Deep Habits: Macroeconomic and Asset Pricing Implications
Master Thesis by Yu, Li
July 26, 2005
Abstract:
Motivated by the idea of Ravn, Schmitt-Grohé and Uribe (2005), the deep habits models are developed in this paper. Under deep habits, households do not simply form habits from their overall consumption levels, but rather feel the need to catch up with Joneses on a good-by-good basis. This assumption alters not only the demand side, but also the supply side of the economy, which allows the models have more abundant implications on both asset market and business cycle properties.

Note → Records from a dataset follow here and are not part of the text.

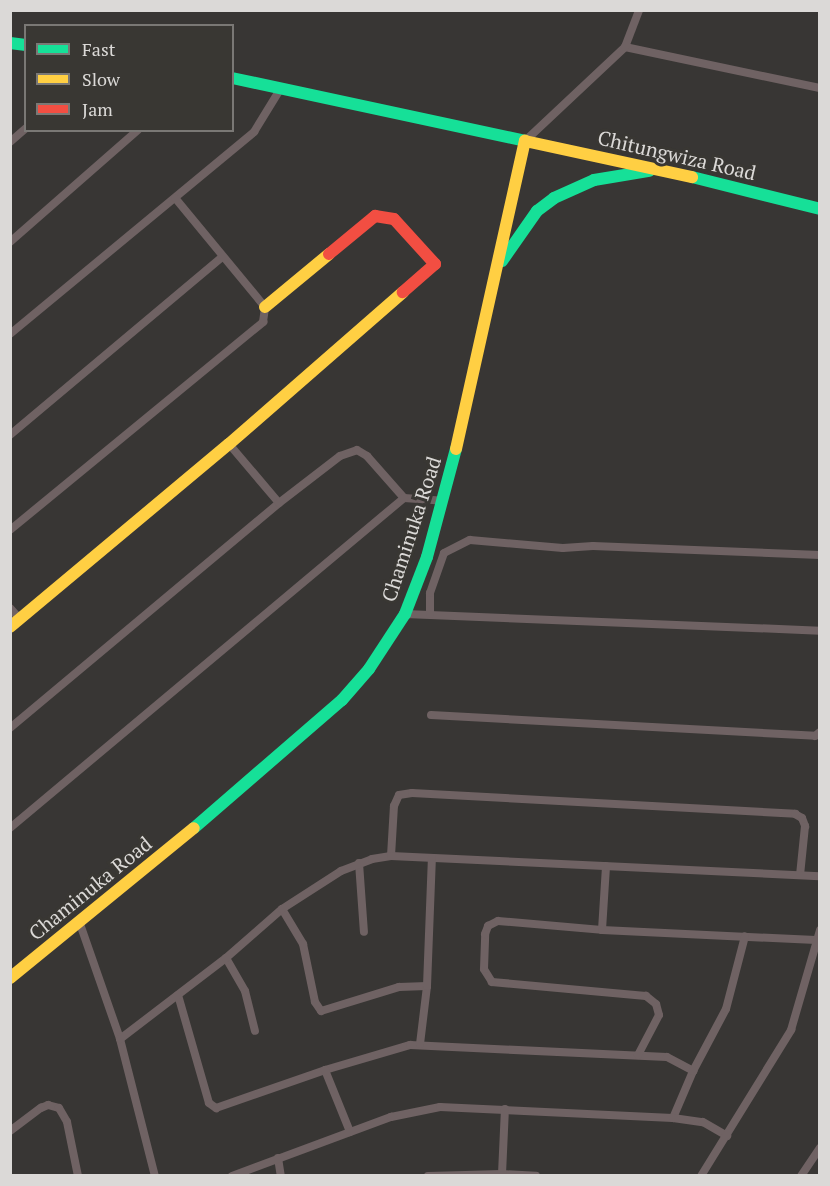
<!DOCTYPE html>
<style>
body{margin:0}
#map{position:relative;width:830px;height:1186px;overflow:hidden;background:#383634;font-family:"PT Serif",serif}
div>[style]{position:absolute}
.street>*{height:8px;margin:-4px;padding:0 4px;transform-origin:4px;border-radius:4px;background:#6f6263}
.fast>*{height:12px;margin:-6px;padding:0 6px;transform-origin:6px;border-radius:6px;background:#16e098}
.slow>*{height:12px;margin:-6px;padding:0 6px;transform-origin:6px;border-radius:6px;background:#ffcf43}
.jam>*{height:12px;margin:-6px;padding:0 6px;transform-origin:6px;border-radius:6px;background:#f24e42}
span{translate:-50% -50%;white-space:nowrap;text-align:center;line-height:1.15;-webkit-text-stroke:6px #393733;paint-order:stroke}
.street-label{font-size:20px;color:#dbd9d7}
.frame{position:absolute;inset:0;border:12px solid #dbd9d7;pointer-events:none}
.legend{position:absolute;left:24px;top:24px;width:210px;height:108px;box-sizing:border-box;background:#393733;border:2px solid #7a7875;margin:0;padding:8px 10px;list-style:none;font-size:18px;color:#dbd9d7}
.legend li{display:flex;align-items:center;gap:12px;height:30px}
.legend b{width:30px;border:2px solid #7a7875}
</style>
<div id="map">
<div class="street">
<i style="left:625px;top:47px;width:199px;rotate:11.9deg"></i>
<i style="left:525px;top:141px;width:137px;rotate:-43.2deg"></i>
<i style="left:625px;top:47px;width:40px;rotate:-69deg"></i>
<i style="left:10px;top:142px;width:21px;rotate:-41deg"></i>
<i style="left:10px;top:242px;width:170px;rotate:-41.2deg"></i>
<i style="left:10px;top:334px;width:317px;rotate:-39.6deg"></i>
<i style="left:254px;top:132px;width:52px;rotate:-58.5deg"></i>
<i style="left:10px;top:435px;width:277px;rotate:-40deg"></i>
<i style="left:229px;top:444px;width:77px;rotate:49.7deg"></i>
<i style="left:10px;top:530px;width:328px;rotate:-39.4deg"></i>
<i style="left:263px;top:322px;width:15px;rotate:-82deg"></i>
<i style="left:265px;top:307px;width:141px;rotate:-129.5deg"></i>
<i style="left:10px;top:608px;width:15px;rotate:48deg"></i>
<i style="left:405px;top:614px;width:415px;rotate:2.3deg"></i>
<i style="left:430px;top:614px;width:21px;rotate:-90deg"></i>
<i style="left:430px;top:593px;width:42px;rotate:-70.7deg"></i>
<i style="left:444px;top:553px;width:29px;rotate:-27deg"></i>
<i style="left:470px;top:540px;width:93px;rotate:4.9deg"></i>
<i style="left:563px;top:548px;width:30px;rotate:-4deg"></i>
<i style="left:593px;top:546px;width:227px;rotate:2.3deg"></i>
<i style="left:431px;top:715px;width:385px;rotate:3.1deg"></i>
<i style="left:815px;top:736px;width:6px;rotate:-39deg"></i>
<i style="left:10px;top:728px;width:351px;rotate:-39.9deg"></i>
<i style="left:279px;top:503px;width:77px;rotate:-37.6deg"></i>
<i style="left:340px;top:456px;width:18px;rotate:-19deg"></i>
<i style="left:357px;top:450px;width:12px;rotate:31deg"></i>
<i style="left:367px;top:456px;width:56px;rotate:48.6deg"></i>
<i style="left:404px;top:498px;width:39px;rotate:4deg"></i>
<i style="left:10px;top:828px;width:514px;rotate:-39.95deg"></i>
<i style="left:391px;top:856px;width:50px;rotate:-86.6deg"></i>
<i style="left:394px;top:806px;width:12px;rotate:-66deg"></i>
<i style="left:399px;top:795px;width:13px;rotate:-9deg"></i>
<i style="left:412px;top:793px;width:384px;rotate:3.1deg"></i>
<i style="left:795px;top:814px;width:8px;rotate:30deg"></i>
<i style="left:802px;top:818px;width:9px;rotate:69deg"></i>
<i style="left:805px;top:826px;width:49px;rotate:95.8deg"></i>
<i style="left:359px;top:863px;width:69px;rotate:85.9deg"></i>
<i style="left:282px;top:909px;width:41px;rotate:59deg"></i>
<i style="left:303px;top:944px;width:59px;rotate:78.3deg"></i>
<i style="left:315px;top:1002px;width:11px;rotate:56deg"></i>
<i style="left:321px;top:1011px;width:82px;rotate:-17.1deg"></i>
<i style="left:399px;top:987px;width:28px;rotate:-2deg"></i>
<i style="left:79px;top:921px;width:125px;rotate:70.8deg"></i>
<i style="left:120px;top:1039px;width:141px;rotate:75.7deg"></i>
<i style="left:602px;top:930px;width:64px;rotate:-86.4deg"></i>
<i style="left:226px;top:958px;width:38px;rotate:60deg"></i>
<i style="left:245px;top:991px;width:41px;rotate:76deg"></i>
<i style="left:178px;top:995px;width:112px;rotate:74deg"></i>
<i style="left:209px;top:1103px;width:9px;rotate:36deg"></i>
<i style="left:216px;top:1108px;width:115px;rotate:-19.2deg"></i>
<i style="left:325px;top:1070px;width:89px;rotate:-16.4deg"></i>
<i style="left:410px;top:1045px;width:257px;rotate:2.7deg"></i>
<i style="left:667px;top:1057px;width:30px;rotate:28deg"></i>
<i style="left:120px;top:1039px;width:133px;rotate:-37.4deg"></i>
<i style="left:226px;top:958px;width:74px;rotate:-41.2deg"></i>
<i style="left:282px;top:909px;width:70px;rotate:-32.8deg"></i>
<i style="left:341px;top:871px;width:33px;rotate:-21deg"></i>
<i style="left:372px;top:859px;width:19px;rotate:-9deg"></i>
<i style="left:391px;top:856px;width:429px;rotate:2.7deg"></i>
<i style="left:420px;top:1044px;width:58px;rotate:-83.1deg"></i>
<i style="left:427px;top:986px;width:128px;rotate:-87.8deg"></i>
<i style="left:638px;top:1055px;width:45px;rotate:-62.3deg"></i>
<i style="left:659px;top:1015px;width:11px;rotate:-105deg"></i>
<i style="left:656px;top:1004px;width:13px;rotate:-141deg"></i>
<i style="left:646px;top:996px;width:155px;rotate:-174.8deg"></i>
<i style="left:492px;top:982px;width:15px;rotate:-122deg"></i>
<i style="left:484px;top:969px;width:35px;rotate:-88deg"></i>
<i style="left:485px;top:934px;width:9px;rotate:-69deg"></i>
<i style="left:488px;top:926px;width:11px;rotate:-27deg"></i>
<i style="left:498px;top:921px;width:104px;rotate:4.9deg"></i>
<i style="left:602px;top:930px;width:214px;rotate:2.7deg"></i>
<i style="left:325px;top:1070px;width:67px;rotate:68deg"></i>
<i style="left:673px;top:1118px;width:51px;rotate:-66.9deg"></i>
<i style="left:693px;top:1071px;width:70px;rotate:-62deg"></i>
<i style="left:726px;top:1009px;width:75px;rotate:-75.4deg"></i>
<i style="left:10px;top:1131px;width:39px;rotate:-37deg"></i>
<i style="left:41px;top:1108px;width:8px;rotate:-23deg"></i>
<i style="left:48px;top:1105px;width:11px;rotate:15deg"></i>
<i style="left:59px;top:1108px;width:16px;rotate:60deg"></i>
<i style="left:67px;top:1122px;width:55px;rotate:78.5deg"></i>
<i style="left:278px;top:1158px;width:18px;rotate:81deg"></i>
<i style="left:502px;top:1174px;width:34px;rotate:3deg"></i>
<i style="left:232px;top:1176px;width:170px;rotate:-20.4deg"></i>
<i style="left:391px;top:1117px;width:50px;rotate:-11.5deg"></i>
<i style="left:440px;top:1107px;width:233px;rotate:2.7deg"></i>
<i style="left:673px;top:1118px;width:30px;rotate:8deg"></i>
<i style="left:703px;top:1122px;width:28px;rotate:30deg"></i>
<i style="left:428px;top:1176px;width:74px;rotate:-1.5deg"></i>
<i style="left:502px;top:1174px;width:65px;rotate:-87.4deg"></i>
<i style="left:701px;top:1176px;width:172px;rotate:-58.3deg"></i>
<i style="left:791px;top:1030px;width:104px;rotate:-73.8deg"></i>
<i style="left:801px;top:1176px;width:34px;rotate:-56deg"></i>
</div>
<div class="fast">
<i style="left:10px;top:43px;width:16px;rotate:7deg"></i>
<i style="left:232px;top:78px;width:300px;rotate:12.1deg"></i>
<i style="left:692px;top:177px;width:132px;rotate:14deg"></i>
<i style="left:502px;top:261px;width:61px;rotate:-55deg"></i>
<i style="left:537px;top:211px;width:21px;rotate:-37deg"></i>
<i style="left:554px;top:198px;width:44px;rotate:-24.2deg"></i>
<i style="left:594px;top:180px;width:56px;rotate:-9.3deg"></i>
<i style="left:194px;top:828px;width:196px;rotate:-40.9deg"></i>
<i style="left:342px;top:700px;width:41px;rotate:-48.9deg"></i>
<i style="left:369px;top:669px;width:66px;rotate:-56.8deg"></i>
<i style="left:405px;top:614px;width:61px;rotate:-68.9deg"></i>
<i style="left:427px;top:557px;width:112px;rotate:-75deg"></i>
</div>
<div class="slow">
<i style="left:265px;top:307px;width:83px;rotate:-39.6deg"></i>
<i style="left:456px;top:449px;width:316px;rotate:-77.4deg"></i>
<i style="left:525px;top:141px;width:171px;rotate:12.2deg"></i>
<i style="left:10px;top:627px;width:285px;rotate:-39.9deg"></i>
<i style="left:229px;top:444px;width:231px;rotate:-41.1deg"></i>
<i style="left:10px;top:978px;width:237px;rotate:-39.2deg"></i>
</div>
<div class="jam">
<i style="left:329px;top:254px;width:60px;rotate:-39.6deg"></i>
<i style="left:375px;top:216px;width:19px;rotate:9deg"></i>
<i style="left:394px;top:219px;width:61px;rotate:47.7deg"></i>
<i style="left:435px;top:264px;width:43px;rotate:138.8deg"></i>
</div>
<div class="street-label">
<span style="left:677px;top:155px;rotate:13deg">Chitungwiza Road</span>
<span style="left:411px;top:529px;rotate:-72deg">Chaminuka Road</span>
<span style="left:90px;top:888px;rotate:-39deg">Chaminuka Road</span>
</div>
<div class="frame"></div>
<ul class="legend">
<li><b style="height:8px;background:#16e098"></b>Fast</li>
<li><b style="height:8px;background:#ffcf43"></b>Slow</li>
<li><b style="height:8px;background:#f24e42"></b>Jam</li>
</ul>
</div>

Our empirical studies on the stylized facts of asset prices, business cycle facts and in particular the countercyclical markup evidence serve as the bases of our analysis. To explore the asset pricing implications of the model, we derive the explicit solutions of important financial variables based on the log-linearization of the models. Thus, the determinative factors of the Sharpe ratio can be expressed by the deep parameters, and in turn the Sharpe ratio can be numerically analyzed. On the other hand, the dynamics of markup are discussed with three important effects. Allowing more realistic assumption, we add the deep habits into a Calvo-type sticky price model, where both the price stickiness and deep habits affect the markup behavior.

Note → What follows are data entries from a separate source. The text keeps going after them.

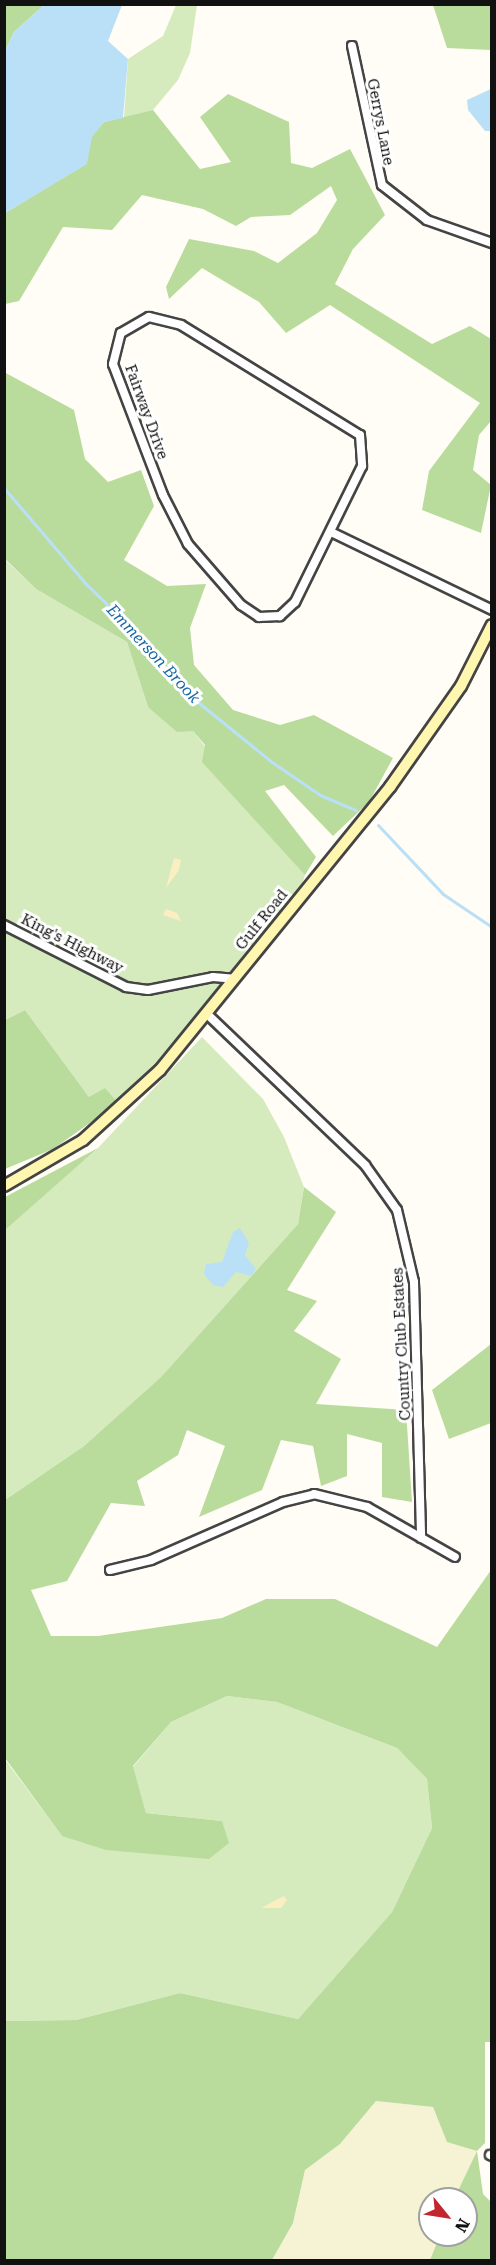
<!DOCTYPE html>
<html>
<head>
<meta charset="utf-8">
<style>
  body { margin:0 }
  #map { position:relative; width:496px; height:2265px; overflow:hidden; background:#fffdf5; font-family:"Roboto Serif",serif }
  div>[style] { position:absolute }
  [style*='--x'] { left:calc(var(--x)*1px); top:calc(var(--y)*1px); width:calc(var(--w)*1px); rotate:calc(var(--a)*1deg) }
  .farmland>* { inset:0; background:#f6f3d4 }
  .green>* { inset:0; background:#d5ebbd }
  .forest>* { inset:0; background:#b9dc9c }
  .sand>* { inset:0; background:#fbeec1 }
  .water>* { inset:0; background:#b9e0f7 }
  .stream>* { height:3px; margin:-1.5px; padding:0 1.5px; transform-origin:1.5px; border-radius:1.5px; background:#b9e0f7 }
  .roads { filter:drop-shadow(2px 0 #444) drop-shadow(-2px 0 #444) drop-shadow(0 2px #444) drop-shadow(0 -2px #444) }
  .street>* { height:8px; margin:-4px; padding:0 4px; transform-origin:4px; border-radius:4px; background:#fff }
  .secondary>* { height:10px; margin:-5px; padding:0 5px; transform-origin:5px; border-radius:5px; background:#fff6b0 }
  span { translate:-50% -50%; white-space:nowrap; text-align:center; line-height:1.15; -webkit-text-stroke:6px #fff; paint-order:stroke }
  .street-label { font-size:15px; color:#111 }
  .water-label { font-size:16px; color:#1768a6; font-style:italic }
  .frame { position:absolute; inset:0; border:6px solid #111; pointer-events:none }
  .north { position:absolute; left:418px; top:2187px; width:60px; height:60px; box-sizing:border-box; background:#fff; border:2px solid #a0a0a0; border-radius:50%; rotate:120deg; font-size:16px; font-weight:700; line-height:24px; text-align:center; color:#111 }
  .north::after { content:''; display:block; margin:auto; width:21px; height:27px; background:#c4262e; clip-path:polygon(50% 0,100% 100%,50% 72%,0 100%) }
</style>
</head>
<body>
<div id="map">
  <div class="farmland">
    <i style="clip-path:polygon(376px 2101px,433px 2107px,447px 2141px,477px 2151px,454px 2199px,430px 2199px,430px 2235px,440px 2235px,430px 2260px,272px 2260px,293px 2223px,305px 2170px,340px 2144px)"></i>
  </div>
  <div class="green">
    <i style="clip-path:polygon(176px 5px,197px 5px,190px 53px,178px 80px,153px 110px,124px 118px,128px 59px,163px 36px)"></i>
    <i style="clip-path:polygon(4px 559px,36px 589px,127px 642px,148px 707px,193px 731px,305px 875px,300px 891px,142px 1084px,118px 1103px,89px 1097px,25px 1010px,5px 1020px)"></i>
    <i style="clip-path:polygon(202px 1037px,263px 1099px,284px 1137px,304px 1187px,298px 1224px,161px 1377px,84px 1446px,5px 1500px,4px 1230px,98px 1148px)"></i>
    <i style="clip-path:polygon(227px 1696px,277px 1702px,397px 1748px,427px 1779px,432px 1828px,392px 1912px,298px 2019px,180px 1993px,76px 2020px,5px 2021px,4px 1758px,62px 1836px,222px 1821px,146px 1813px,133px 1767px,171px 1722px)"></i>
  </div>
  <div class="forest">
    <i style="clip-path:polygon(5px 5px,44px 5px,14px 32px,5px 51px)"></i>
    <i style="clip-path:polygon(433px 5px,491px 5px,491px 50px,447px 48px)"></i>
    <i style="clip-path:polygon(228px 94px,289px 122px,291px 163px,312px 168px,350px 149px,385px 215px,353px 249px,335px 284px,432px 344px,470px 326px,491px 339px,491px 421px,479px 435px,473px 470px,491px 485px,481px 533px,422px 510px,429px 471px,480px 403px,330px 305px,286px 333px,259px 302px,202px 268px,169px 299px,166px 287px,189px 239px,254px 251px,278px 263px,317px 233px,337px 200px,331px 186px,290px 215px,251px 217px,236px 226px,203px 209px,142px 195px,112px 230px,63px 227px,19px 301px,5px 304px,5px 213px,86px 164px,91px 137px,104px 122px,153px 110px,200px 169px,231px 162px,200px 117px)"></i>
    <i style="clip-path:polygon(4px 372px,74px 410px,85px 459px,108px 482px,141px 470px,154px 506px,124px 560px,167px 586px,206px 584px,190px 628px,194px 665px,233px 710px,280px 725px,314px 715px,393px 758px,369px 802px,333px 836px,284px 785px,265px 791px,316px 857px,305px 875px,202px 762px,205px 745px,193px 731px,177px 732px,148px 707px,127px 642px,36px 589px,5px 559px)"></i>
    <i style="clip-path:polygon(25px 1010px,89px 1097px,105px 1088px,118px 1103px,53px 1149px,5px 1169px,5px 1020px)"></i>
    <i style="clip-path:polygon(98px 1148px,5px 1230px,5px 1197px)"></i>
    <i style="clip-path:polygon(304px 1187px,336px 1212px,287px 1290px,317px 1301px,294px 1331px,341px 1359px,316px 1404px,406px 1410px,412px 1502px,382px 1497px,382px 1443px,347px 1434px,347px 1476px,321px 1486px,313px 1446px,281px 1440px,262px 1490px,199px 1517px,225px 1446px,187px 1430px,178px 1455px,137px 1481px,145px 1506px,111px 1503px,67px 1581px,31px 1590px,51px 1636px,98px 1636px,222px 1618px,266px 1599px,335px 1599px,437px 1647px,491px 1570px,492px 2042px,485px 2042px,485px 2143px,477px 2151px,483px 2194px,491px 2202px,491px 2260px,430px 2260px,440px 2235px,466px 2235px,466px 2199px,454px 2199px,477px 2151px,447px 2142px,433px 2107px,376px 2101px,340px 2144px,305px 2170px,293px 2223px,272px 2260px,5px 2260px,5px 2021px,76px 2020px,180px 1993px,298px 2019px,392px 1912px,432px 1828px,427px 1779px,397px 1748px,277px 1702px,227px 1696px,171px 1722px,133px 1766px,146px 1813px,222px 1821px,229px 1843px,209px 1859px,106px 1850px,62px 1836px,5px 1758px,5px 1500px,84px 1446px,161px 1377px,298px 1224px)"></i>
    <i style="clip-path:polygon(491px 1344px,491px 1423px,449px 1439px,432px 1390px)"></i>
  </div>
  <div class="sand">
    <i style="clip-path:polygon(174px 858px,181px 860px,179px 870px,166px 888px)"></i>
    <i style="clip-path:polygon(166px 909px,177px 913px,181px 921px,163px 915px)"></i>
    <i style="clip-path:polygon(284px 1896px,287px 1900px,281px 1908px,261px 1908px)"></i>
  </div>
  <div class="water">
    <i style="clip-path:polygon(44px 5px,122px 5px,108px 41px,128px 59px,123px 118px,104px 122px,92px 137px,87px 164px,5px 213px,5px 51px,14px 32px)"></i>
    <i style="clip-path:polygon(491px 89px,491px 131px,485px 131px,468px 110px,467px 100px)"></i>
    <i style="clip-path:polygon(240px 1228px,249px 1243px,245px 1255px,256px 1269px,251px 1276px,236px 1272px,223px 1287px,213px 1285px,204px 1274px,206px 1264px,222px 1262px,233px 1232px)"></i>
  </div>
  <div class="stream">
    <i style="--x:4;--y:488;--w:125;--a:49.5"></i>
    <i style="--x:85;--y:583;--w:79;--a:44"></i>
    <i style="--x:142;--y:638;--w:60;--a:53.1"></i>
    <i style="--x:178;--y:686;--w:121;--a:39"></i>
    <i style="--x:272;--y:762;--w:58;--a:34.5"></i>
    <i style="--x:320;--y:795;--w:39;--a:23"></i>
    <i style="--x:378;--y:825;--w:95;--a:46.7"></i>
    <i style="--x:443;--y:894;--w:59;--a:34"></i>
  </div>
  <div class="roads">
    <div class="street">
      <i style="--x:352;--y:46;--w:142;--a:77.8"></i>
      <i style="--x:382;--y:185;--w:57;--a:37.9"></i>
      <i style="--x:427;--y:220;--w:69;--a:19.5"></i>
      <i style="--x:149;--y:317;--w:33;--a:14"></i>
      <i style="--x:181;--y:325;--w:210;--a:31.6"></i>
      <i style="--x:360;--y:435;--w:31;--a:86"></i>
      <i style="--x:362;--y:466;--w:152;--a:116.2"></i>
      <i style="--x:295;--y:602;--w:21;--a:137"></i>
      <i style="--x:280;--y:616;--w:21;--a:177"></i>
      <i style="--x:259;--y:617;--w:22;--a:-146"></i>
      <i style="--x:241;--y:605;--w:81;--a:-131"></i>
      <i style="--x:188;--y:544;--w:55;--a:-117"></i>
      <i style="--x:163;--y:495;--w:140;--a:-110.9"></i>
      <i style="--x:113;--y:364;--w:32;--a:-76"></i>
      <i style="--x:121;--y:333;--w:32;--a:-30"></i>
      <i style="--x:331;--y:532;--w:179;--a:25.8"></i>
      <i style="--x:4;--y:925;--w:137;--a:26.9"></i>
      <i style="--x:126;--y:987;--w:22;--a:8"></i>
      <i style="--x:148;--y:990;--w:66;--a:-11.3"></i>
      <i style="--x:213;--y:977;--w:21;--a:5"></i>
      <i style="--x:206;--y:1013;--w:220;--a:43.7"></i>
      <i style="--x:365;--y:1165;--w:55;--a:54.6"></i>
      <i style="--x:397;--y:1210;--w:74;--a:76.7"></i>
      <i style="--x:414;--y:1282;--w:256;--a:88.4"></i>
      <i style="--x:110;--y:1570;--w:42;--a:-13.7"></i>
      <i style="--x:151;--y:1560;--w:144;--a:-23.7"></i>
      <i style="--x:283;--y:1502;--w:32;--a:-14"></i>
      <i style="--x:314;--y:1494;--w:55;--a:13.8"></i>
      <i style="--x:367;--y:1507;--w:101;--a:29.6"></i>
      <i style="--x:490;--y:2155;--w:2;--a:27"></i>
    </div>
    <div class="secondary">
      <i style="--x:4;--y:1186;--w:91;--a:-30.2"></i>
      <i style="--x:83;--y:1140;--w:104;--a:-42.3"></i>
      <i style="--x:160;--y:1070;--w:365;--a:-50.9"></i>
      <i style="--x:390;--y:787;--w:123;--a:-54.9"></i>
      <i style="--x:461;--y:686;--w:68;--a:-63.1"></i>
    </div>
  </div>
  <div class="street-label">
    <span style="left:380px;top:122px;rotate:79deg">Gerrys Lane</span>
    <span style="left:146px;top:412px;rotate:70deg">Fairway Drive</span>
    <span style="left:262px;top:920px;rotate:-51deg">Gulf Road</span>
    <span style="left:72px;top:944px;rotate:27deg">King's Highway</span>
    <span style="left:402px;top:1344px;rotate:-93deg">Country Club Estates</span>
  </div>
  <div class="water-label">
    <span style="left:153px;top:654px;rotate:47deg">Emmerson Brook</span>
  </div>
  <div class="frame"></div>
  <div class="north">N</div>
</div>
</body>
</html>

Being consistent with the literature, our discussions show that deep habits contribute to the countercyclical markup under both flexible and sticky price frameworks; adding habit formation and capital adjustment cost can help generate sizeable Sharpe ratio; the nonseparability between consumption and leisure can help explain the premium puzzles within certain scope. Moreover, when combining the deep habit with a preference nonseparable in consumption and leisure, the problems, such as negative labor response of most capital adjustment cost models, will disappear. In turn, it allows to explain the comovement in output, consumption, investment and labor.